Wali Kota Depok, Mohammad Idris secara resmi membatalkan pembelajaran tatap muka di Kota Depok. (DepokToday.com)
Wali Kota Depok, Mohammad Idris secara resmi membatalkan pembelajaran tatap muka di Kota Depok. (DepokToday.com)

DEPOK- Pengacara Razman Arif Nasution meyakini Wali Kota Depok, Mohammad Idris mengetahui aliran dana terkait dugaan korupsi Dinas Pemadam Kebakaran dan Penyelamatan (DPKP) Kota Depok.

“Intinya saya katakan bahwa harus diperiksa wali kota. Karena penanggung jawab anggaran internal dan eksternal itu adalah wali kota,” kata Razman saat ditemui di Polres Metro Depok pada Senin 26 April 2021

Ia menegaskan, dirinya bukan menuduh namun menduga.

“Kita patut menduga dia (wali kota) mengetahui, kita tidak menuduh.”

Baca Juga: Razman Arif Bawa Banyak Bukti Dugaan Korupsi Damkar ke Polisi

Terkait hal tersebut, Razman juga menyayangkan sikap Idris yang terkesan cuci tangan dalam masalah ini.

“Sebagai pejabat publik, dia idealnya bukan ngomong sudah diserahkan ke Inspektorat Jenderal Dalam Negeri, bukan. Harusnya dia katakan silakan polisi dan jaksa proses Kepala Dinas Damkar dan lain lain-lain.”

Menurut dia, inspektorat jenderal itu pengawasan internal.

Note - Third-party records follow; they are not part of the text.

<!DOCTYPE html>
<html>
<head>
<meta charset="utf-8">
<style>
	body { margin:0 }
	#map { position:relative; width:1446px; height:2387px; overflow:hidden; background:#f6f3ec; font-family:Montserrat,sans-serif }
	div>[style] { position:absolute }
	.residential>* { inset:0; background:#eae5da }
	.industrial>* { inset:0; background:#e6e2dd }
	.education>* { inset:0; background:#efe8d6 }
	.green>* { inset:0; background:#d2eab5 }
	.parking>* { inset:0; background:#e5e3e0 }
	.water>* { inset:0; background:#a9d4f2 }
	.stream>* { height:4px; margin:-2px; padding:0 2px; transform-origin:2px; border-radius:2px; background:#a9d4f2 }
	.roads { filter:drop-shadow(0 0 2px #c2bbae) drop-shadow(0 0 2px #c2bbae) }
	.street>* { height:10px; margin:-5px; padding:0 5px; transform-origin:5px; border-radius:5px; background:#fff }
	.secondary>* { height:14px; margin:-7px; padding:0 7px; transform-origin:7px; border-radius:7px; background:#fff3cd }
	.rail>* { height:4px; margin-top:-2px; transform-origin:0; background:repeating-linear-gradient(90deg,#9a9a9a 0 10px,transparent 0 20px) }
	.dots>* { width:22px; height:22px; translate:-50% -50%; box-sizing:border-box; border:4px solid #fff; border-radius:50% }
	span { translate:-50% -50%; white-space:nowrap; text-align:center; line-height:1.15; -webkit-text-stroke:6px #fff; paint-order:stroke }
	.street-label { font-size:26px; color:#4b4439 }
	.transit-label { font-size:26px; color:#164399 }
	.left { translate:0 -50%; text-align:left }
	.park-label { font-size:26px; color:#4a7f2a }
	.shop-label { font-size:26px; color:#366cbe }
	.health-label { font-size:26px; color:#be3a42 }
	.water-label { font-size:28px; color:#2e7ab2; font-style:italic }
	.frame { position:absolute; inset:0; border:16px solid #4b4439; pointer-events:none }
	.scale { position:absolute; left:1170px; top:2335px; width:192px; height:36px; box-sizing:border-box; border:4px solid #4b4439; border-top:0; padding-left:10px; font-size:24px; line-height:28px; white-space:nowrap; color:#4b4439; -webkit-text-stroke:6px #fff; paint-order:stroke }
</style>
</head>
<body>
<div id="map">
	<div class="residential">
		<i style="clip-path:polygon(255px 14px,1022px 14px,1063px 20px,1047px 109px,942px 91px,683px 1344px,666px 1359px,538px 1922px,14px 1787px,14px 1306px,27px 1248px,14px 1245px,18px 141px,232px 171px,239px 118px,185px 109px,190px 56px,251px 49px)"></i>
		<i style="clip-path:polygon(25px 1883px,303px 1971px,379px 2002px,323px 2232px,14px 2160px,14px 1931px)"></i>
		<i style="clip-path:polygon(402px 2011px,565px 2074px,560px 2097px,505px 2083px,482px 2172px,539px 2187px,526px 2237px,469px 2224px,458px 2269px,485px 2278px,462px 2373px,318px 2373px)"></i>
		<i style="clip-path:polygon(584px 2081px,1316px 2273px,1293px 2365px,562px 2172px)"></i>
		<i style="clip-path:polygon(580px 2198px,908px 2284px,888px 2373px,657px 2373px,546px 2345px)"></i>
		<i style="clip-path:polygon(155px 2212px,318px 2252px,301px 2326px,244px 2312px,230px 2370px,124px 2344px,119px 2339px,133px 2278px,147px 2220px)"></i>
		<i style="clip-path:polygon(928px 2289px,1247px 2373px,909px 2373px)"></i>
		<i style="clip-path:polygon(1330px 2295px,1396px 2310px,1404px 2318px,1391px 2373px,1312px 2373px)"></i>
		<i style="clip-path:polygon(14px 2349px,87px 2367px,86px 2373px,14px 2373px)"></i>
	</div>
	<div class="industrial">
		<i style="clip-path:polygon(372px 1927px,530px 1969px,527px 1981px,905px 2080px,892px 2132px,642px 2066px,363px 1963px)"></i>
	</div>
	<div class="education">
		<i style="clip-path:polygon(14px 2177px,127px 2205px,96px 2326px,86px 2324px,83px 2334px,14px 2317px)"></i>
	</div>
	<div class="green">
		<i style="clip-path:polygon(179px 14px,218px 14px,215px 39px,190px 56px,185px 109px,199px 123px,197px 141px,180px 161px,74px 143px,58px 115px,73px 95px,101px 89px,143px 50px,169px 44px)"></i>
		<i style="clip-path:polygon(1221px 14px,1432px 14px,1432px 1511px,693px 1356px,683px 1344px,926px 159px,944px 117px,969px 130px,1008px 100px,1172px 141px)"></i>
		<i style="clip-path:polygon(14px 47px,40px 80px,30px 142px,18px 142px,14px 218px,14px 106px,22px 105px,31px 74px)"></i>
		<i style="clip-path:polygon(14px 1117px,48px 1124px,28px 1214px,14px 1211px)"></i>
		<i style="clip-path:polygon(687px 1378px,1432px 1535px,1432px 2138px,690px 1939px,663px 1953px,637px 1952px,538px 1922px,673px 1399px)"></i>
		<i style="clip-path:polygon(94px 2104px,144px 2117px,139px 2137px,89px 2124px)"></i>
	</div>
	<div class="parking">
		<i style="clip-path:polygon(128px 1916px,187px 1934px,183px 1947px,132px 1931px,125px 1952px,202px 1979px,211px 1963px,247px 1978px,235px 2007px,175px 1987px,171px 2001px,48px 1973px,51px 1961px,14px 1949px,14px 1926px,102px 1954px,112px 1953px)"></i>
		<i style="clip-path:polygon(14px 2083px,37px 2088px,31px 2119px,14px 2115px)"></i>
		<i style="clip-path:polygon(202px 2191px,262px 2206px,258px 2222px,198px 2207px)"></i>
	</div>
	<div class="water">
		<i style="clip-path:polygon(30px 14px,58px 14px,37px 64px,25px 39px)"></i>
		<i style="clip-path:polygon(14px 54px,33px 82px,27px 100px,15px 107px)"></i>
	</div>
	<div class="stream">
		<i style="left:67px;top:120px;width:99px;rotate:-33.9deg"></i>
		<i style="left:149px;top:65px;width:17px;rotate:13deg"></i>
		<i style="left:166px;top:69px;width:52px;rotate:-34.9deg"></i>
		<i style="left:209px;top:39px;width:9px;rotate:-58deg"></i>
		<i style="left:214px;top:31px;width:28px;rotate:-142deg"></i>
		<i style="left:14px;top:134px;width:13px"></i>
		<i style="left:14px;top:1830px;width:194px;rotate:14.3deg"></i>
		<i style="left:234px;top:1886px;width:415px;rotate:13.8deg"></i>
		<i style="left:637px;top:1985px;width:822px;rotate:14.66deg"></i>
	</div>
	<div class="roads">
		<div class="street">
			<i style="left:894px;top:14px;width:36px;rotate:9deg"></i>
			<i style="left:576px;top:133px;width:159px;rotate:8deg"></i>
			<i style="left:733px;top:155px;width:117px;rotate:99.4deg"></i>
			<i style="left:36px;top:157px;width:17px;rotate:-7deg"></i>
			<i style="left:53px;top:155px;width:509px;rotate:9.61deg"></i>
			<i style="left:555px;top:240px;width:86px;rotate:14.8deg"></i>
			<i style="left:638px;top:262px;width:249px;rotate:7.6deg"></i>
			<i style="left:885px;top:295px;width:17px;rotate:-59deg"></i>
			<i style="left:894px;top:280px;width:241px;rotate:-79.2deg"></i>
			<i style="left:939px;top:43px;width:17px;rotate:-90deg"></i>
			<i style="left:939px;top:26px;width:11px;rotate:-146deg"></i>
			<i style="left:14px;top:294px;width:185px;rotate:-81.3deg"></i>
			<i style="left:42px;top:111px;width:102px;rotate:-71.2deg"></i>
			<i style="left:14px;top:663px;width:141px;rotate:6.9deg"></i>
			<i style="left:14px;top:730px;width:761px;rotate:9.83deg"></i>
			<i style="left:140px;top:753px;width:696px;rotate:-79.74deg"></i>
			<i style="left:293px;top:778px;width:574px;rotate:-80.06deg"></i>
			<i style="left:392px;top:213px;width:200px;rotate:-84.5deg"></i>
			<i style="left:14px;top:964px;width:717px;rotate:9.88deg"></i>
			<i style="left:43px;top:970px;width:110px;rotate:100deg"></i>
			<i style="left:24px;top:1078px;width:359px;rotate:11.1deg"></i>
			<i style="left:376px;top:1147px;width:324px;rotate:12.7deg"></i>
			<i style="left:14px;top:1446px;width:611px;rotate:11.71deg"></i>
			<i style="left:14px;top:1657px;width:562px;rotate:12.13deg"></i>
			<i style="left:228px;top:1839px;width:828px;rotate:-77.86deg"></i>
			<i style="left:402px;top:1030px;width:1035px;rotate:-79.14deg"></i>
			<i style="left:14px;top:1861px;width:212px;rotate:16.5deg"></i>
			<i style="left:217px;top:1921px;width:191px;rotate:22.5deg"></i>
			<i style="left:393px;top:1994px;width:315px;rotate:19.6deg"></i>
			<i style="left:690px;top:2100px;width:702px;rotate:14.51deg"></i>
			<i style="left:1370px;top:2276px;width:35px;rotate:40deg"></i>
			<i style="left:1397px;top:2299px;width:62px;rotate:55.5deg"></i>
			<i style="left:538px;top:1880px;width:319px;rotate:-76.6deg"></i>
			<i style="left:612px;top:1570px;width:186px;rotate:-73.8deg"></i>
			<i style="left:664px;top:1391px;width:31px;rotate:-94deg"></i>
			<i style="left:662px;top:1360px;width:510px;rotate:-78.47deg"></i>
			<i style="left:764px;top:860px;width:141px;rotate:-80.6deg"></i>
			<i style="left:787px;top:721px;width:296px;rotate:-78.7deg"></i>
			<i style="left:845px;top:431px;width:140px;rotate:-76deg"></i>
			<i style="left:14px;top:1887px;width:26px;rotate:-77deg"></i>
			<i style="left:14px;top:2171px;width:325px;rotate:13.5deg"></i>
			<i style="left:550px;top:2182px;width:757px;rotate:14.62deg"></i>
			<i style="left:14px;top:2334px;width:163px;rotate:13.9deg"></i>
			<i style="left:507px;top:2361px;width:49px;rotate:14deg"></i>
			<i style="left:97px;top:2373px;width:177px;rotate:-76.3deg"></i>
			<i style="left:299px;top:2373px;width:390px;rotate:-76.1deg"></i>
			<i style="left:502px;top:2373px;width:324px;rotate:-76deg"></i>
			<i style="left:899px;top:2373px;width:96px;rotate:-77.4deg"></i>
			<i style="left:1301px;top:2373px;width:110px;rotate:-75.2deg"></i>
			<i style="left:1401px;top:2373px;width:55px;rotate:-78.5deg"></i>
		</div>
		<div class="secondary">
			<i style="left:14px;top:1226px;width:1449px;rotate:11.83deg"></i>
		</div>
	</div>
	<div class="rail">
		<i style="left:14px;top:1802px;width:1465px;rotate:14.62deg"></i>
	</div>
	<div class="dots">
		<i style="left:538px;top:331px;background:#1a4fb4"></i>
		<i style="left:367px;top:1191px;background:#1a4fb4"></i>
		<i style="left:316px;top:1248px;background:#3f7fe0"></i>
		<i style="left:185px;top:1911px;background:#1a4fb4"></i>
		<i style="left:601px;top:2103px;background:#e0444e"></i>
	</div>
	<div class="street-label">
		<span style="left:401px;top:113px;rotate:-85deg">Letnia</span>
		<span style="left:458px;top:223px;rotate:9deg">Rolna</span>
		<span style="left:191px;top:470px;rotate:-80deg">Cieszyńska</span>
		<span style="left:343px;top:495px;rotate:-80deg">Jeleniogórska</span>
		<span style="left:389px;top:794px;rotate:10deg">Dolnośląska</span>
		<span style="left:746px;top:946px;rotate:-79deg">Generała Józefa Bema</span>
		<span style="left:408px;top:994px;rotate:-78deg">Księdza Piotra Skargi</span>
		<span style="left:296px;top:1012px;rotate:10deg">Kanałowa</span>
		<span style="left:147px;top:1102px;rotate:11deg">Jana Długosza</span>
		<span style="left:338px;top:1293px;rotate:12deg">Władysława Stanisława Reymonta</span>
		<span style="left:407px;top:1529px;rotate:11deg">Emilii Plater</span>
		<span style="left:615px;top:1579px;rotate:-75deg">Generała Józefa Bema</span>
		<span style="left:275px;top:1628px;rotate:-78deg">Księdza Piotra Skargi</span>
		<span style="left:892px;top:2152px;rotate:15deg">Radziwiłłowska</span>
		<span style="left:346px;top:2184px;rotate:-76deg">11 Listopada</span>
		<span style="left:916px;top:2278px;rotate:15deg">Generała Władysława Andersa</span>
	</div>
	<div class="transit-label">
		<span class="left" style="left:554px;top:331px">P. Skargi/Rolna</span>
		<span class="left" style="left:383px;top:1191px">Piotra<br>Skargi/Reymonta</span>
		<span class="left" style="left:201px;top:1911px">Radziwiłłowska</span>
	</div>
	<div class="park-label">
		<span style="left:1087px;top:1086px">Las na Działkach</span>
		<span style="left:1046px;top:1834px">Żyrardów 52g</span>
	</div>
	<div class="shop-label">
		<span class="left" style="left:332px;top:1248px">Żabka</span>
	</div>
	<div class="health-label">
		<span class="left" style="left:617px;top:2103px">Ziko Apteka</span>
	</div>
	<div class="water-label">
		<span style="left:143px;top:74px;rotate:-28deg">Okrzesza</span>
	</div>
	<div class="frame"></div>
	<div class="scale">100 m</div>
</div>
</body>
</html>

“Kita tidak menuduh, kita menduga. Apalagi wali kota itu berasal dari parpol yang berslogan sangat anti terhadap korupsi. Jadi saya minta wali kota datang ke polres, jaksa, KPK, minta diperiksa beserta anak buahnya,” ujarnya

Untuk diketahui, kasus ini mencuat setelah Sandi Butar Butar, pegawai honorer pada dinas tersebut berceloteh di media sosial. Ia menyebut, ada dugaan korupsi di tempatnya bertugas.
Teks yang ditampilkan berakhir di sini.